The principles of natural justice apply to only judicial and quasi-judicial decisions. The discretion of HMG to grant approval for prosecution of corruption related allegations is a purely administrative function and not a quasi-judicial function, and hence, the principle of natural justice do not apply to it.  – Mukti Sharma v. Tek Bahadur (NKP 2017, p.101).

The rule was reinforced in the case of Yagyamurti Banjade v. Durga Das Shrestha (NKP 2027, p.157), where the court expressed the difference between judicial, quasi-judicial and purely administrative, and held that the rule of natural justice must be adopted in quasi-judicial decisions, not in purely administrative decisions.

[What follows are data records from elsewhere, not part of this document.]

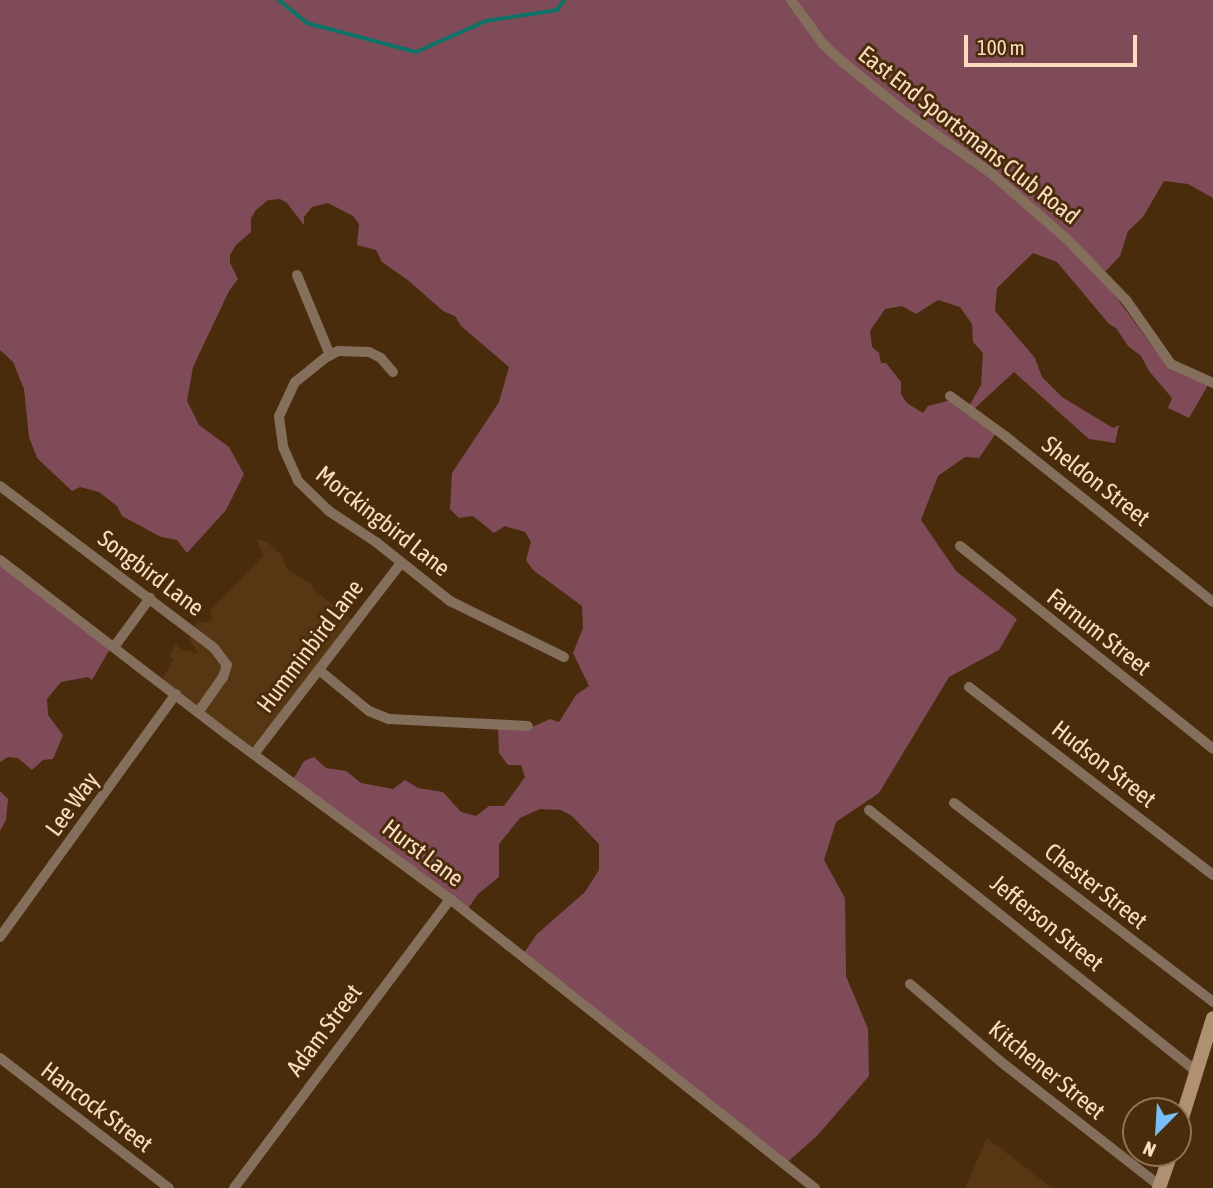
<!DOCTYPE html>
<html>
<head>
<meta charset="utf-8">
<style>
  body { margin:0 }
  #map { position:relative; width:1213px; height:1188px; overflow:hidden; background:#492c0c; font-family:"Asap Condensed",sans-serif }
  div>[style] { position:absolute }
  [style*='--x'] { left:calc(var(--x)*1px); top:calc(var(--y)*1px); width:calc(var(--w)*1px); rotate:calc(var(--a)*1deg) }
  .built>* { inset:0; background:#573713 }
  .green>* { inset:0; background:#7f4b58 }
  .stream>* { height:3.5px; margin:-1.75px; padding:0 1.75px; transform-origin:1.75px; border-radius:1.75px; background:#0e7267 }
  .minor>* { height:10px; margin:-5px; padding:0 5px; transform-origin:5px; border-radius:5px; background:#836f5c }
  .secondary>* { height:14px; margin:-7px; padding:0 7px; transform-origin:7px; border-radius:7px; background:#b09072 }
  span { translate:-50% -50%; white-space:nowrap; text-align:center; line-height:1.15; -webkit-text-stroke:6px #492c0c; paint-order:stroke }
  .street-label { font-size:24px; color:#fcdcc0 }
  .north { position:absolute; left:1122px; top:1097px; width:70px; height:70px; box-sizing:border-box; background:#492c0c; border:2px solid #917254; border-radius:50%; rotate:204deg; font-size:19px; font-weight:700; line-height:28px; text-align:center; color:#fcdcc0 }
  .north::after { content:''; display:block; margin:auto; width:24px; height:32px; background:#78bff7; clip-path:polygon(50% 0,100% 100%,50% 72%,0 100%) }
  .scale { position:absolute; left:964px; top:35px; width:173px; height:32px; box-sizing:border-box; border:4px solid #fcdcc0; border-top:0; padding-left:9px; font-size:21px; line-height:24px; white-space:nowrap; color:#fcdcc0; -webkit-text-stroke:5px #492c0c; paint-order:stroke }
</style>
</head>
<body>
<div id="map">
  <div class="built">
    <div style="clip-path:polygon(257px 539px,267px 542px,282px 556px,286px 568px,311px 584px,313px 589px,355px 621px,255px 756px,161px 682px,173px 660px,169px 656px,176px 644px,182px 650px,198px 653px,189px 639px,198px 621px,208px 623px,213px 619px,210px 611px,263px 556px)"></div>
    <div style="clip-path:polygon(987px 1138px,1052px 1188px,965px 1188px)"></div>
  </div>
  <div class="green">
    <div style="clip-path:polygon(evenodd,0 0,1213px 0,1213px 198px,1188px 184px,1164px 181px,1143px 217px,1128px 231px,1120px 256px,1101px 276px,1154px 349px,1169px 363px,1207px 383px,1207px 387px,1189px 418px,1168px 408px,1172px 398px,1149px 371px,1141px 356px,1128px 346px,1116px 328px,1109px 324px,1057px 262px,1033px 253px,997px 288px,995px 311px,1035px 358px,1042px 377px,1062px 397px,1113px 428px,1119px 425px,1115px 443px,1089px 439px,1014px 372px,974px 409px,996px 433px,979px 458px,965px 457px,938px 476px,921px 520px,956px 571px,1017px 619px,999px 650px,949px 677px,879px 793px,836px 822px,824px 860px,845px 898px,846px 976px,868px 1029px,869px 1076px,816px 1137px,785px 1164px,521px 957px,537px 934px,585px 892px,599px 870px,599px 844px,572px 816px,561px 810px,540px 809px,520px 818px,499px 844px,499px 877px,478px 894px,465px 913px,291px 783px,304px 761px,314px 757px,326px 768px,346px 771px,361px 783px,393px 789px,405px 780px,418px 788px,443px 792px,461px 812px,476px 816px,489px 806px,504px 806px,525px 777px,521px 765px,508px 765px,499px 753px,498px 729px,532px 727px,550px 719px,559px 722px,576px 695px,589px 686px,573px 653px,583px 628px,582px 606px,533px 570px,526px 560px,531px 542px,525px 532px,505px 526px,494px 533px,473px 516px,459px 518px,450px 509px,452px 473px,499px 402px,509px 367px,461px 326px,455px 316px,443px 311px,409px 281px,382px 262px,376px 250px,357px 245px,359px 224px,353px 216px,328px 203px,312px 207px,304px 217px,304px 225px,287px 203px,280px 199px,268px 200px,256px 210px,251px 218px,251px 232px,236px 245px,230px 255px,230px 263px,238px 279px,229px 291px,193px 367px,187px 401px,199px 425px,229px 447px,244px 474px,226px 510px,187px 553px,177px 540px,161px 537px,122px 516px,117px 506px,99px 492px,80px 487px,72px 491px,37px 458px,29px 437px,24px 389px,13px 362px,0 350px,0 0,938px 300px,960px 307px,972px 324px,973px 342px,983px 353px,981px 385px,967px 410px,951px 400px,928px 406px,923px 413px,907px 403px,901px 394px,901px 382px,886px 363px,881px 363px,879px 353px,872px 347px,870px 331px,885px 309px,902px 306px,916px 314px,938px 300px)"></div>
    <div style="clip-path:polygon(0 563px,111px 647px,92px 680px,88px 677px,61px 682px,47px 699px,48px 715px,63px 735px,53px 759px,43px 760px,32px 770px,18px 758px,8px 757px,0 762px)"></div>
    <div style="clip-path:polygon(0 791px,8px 799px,6px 820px,0 831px)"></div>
  </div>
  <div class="stream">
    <div style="--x:279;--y:0;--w:36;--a:39"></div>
    <div style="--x:307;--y:23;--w:113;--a:14.9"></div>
    <div style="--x:416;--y:52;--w:77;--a:-23.9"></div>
    <div style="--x:486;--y:21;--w:72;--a:-8.8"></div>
    <div style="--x:557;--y:10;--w:12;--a:-55"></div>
  </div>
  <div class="minor">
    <div style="--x:791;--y:0;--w:54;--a:54"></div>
    <div style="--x:823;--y:44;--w:23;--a:43"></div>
    <div style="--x:840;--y:60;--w:85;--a:38.8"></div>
    <div style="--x:906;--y:113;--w:105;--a:35.3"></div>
    <div style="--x:992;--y:174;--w:101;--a:41"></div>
    <div style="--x:1068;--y:240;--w:83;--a:46"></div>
    <div style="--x:1126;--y:300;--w:78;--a:54.9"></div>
    <div style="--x:1171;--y:364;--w:46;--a:24.3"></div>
    <div style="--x:297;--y:275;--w:87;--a:67.6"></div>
    <div style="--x:393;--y:372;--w:18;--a:-131"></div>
    <div style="--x:381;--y:358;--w:13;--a:-153"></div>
    <div style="--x:369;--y:352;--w:31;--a:-178"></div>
    <div style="--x:338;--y:351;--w:15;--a:152"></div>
    <div style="--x:325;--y:358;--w:38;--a:141"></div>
    <div style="--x:295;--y:382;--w:38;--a:115"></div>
    <div style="--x:279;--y:417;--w:30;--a:82"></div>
    <div style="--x:283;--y:447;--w:37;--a:66"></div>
    <div style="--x:298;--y:481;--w:43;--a:44.1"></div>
    <div style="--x:329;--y:511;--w:56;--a:33.4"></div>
    <div style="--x:376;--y:542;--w:95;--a:38.6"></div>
    <div style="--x:450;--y:601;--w:127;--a:26.2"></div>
    <div style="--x:950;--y:396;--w:68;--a:36"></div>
    <div style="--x:1005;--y:436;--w:266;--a:38.6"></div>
    <div style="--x:0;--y:486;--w:268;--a:37.1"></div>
    <div style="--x:214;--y:648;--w:21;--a:53"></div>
    <div style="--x:227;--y:665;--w:13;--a:108"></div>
    <div style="--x:223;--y:677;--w:42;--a:125.2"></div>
    <div style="--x:960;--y:546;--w:324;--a:38.7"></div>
    <div style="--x:0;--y:560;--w:285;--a:37.6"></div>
    <div style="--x:226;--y:734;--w:278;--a:36.4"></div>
    <div style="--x:450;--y:899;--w:466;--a:38.4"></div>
    <div style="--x:114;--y:647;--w:61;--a:-53.7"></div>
    <div style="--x:319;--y:670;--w:65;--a:39.4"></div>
    <div style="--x:369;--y:711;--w:22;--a:22"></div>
    <div style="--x:389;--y:719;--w:139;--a:2.9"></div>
    <div style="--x:969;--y:687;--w:308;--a:37.6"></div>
    <div style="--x:254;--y:754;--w:241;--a:-52.4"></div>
    <div style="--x:954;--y:803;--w:327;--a:37.5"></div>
    <div style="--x:869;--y:810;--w:420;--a:38.6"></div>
    <div style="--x:0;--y:937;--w:300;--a:-54.1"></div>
    <div style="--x:910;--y:984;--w:125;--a:40.5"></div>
    <div style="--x:1005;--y:1065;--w:197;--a:38"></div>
    <div style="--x:0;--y:1058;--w:213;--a:37.6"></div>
    <div style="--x:234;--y:1188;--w:361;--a:-53.2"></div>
  </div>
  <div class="secondary">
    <div style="--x:1178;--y:1131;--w:118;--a:-72.8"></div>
    <div style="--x:1159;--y:1188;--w:37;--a:-71"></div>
  </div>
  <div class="street-label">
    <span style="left:969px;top:135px;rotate:38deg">East End Sportsmans Club Road</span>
    <span style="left:1096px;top:481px;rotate:38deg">Sheldon Street</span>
    <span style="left:383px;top:521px;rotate:38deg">Morckingbird Lane</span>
    <span style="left:151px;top:573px;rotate:37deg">Songbird Lane</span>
    <span style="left:1099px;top:632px;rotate:38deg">Farnum Street</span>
    <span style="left:310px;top:646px;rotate:-53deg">Humminbird Lane</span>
    <span style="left:1104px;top:764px;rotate:38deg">Hudson Street</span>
    <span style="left:72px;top:804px;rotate:-54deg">Lee Way</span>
    <span style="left:423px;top:853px;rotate:37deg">Hurst Lane</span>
    <span style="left:1096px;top:886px;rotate:38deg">Chester Street</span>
    <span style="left:1047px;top:923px;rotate:39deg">Jefferson Street</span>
    <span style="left:324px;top:1030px;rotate:-53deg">Adam Street</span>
    <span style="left:1047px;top:1070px;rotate:39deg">Kitchener Street</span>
    <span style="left:97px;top:1107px;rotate:37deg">Hancock Street</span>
  </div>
  <div class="north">N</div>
  <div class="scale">100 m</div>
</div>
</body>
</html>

(iv) Based on Impracticability

If it is administratively impracticable to ensure fair hearing to all (usually very larger numbers) of affected persons.

(v) Interim preventive action

If the action of the administrative authority is a suspension order in the nature of a preventive action and not a final order, the application of the principles of natural justice may be excluded.

(vi) Legislative action

Legislative action, plenary or subordinate, is not subject to the rules of natural justice because these legislation lay down a policy without reference to a particular individual.

(vii) Where no right of the person is infringed

Where no right has been conferred on a person by any law, the principles of natural justice are not applicable.

(viii) Statutory Exception or Necessity

Disqualification on the ground of bias against a person will not be applicable if he is the only person competent or authorized to decide that matter or take that action.

(ix) Contractual Arrangement

Termination of an arrangement/agreement is neither a quasi-judicial act, so the duty to act judicially is not attracted.

(x) Government Policy Decision

If in exercise of executive powers the government takes any policy decision, principles of natural justice can be excluded because it will be impossible and impracticable to give formal hearing to all those who may be affected whenever a policy decision is taken and at times it will be against the public interest to do so.

(xi) Useless formality theory

Where on the admitted or undisputed facts only one conclusion is possible and under the law only one penalty is permissible, the Court may not insist on the observance of the principles of natural justice.

(xii) Disciplinary Action

In public or govt. services, especially army and police, to enforce discipline

But usually not total exclusion of natural justice rules.